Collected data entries
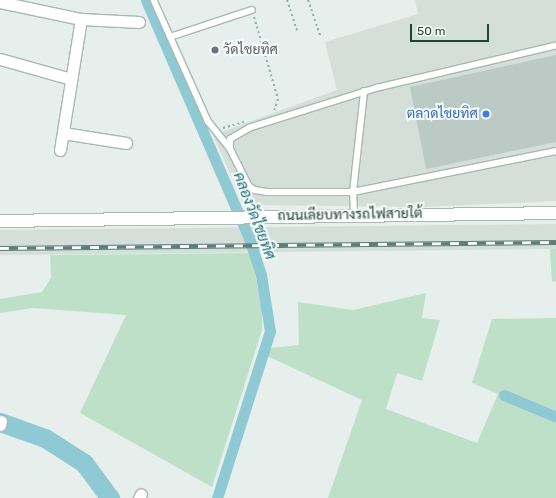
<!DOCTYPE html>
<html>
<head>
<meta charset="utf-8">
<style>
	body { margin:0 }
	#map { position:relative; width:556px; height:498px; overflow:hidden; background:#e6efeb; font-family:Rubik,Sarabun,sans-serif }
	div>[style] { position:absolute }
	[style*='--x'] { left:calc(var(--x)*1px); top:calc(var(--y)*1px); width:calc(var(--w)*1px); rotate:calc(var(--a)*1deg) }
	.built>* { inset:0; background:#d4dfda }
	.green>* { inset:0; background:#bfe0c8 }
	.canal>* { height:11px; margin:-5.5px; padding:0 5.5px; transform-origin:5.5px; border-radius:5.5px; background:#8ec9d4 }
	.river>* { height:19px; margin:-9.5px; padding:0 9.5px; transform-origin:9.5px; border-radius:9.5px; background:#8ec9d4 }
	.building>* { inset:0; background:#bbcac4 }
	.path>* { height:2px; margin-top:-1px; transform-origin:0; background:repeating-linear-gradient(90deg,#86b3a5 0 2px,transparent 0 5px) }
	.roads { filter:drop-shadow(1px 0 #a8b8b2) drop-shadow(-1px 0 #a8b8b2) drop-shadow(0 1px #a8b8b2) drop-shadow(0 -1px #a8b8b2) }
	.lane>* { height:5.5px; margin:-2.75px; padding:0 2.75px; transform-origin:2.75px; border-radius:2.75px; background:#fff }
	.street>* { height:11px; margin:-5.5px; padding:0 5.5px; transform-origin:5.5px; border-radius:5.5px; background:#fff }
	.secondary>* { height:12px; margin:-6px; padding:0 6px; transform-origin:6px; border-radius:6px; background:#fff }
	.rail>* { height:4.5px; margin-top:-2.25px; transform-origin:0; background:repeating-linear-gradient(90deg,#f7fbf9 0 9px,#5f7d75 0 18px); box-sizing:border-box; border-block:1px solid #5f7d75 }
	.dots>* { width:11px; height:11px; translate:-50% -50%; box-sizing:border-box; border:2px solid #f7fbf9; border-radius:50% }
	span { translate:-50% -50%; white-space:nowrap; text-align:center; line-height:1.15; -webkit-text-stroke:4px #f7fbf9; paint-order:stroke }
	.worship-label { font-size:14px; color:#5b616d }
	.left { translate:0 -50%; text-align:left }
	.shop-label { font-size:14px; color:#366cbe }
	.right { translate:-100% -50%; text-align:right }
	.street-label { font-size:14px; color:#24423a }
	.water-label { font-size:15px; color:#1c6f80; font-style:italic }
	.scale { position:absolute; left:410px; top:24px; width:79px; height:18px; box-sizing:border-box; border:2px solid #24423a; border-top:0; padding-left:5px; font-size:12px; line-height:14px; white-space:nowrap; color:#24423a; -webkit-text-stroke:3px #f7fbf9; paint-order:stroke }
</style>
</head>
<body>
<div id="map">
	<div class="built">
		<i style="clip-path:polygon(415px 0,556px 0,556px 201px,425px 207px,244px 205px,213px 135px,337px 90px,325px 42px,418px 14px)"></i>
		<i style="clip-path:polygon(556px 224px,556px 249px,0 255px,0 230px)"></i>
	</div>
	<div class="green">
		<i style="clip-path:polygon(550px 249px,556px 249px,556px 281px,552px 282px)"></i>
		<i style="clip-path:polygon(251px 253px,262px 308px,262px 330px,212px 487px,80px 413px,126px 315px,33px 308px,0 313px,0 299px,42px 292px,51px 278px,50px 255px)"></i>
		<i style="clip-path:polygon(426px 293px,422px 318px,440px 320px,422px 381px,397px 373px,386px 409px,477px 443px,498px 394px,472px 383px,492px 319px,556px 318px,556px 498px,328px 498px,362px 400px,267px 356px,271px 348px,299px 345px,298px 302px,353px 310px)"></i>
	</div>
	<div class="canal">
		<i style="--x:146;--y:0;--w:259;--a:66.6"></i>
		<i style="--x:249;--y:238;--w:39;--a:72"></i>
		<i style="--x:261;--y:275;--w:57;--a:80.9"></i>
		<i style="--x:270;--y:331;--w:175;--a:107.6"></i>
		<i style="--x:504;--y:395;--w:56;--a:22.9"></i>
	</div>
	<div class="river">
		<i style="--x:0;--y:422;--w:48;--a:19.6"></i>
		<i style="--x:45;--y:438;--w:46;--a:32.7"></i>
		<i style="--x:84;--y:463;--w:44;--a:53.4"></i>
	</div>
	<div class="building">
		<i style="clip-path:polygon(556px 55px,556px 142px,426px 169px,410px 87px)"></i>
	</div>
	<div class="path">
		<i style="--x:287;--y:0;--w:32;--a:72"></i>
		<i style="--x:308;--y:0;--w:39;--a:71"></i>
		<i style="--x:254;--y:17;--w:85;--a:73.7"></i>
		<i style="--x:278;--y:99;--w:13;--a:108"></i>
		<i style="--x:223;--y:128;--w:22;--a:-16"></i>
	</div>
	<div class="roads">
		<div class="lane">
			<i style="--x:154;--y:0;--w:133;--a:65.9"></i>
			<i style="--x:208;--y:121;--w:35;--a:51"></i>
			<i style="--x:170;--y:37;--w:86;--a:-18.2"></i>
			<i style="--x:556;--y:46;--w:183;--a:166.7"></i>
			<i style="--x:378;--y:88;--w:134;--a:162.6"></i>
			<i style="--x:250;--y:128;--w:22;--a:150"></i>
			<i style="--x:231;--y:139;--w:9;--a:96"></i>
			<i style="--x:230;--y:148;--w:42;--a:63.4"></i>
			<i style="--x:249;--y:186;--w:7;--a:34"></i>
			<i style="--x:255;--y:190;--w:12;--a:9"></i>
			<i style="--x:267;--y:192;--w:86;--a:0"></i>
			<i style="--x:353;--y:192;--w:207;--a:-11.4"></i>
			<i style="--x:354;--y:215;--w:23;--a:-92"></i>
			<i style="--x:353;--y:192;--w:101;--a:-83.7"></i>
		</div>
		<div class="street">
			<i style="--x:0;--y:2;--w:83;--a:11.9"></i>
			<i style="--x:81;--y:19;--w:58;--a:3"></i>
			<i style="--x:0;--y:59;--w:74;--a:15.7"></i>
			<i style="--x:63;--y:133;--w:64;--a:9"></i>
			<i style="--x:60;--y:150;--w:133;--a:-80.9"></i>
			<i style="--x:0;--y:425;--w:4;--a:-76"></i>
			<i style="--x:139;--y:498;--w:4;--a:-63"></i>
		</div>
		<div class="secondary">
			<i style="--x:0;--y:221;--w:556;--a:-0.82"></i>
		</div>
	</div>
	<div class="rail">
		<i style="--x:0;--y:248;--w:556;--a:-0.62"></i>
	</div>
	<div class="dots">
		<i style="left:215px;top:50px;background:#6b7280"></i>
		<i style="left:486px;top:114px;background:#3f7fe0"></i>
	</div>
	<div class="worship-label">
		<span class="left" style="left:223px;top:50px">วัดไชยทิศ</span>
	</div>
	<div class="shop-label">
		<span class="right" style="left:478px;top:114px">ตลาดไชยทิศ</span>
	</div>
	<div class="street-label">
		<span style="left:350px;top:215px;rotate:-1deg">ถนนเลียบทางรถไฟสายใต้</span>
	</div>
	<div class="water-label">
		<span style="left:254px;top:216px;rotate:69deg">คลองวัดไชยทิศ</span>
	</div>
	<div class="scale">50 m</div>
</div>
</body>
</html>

-- WORK INSTRUCTIONS --
Lines holding the string "roads" must be copied out of the entries above.

-- OUTPUT FOR THIS TASK --
	.roads { filter:drop-shadow(1px 0 #a8b8b2) drop-shadow(-1px 0 #a8b8b2) drop-shadow(0 1px #a8b8b2) drop-shadow(0 -1px #a8b8b2) }
	<div class="roads">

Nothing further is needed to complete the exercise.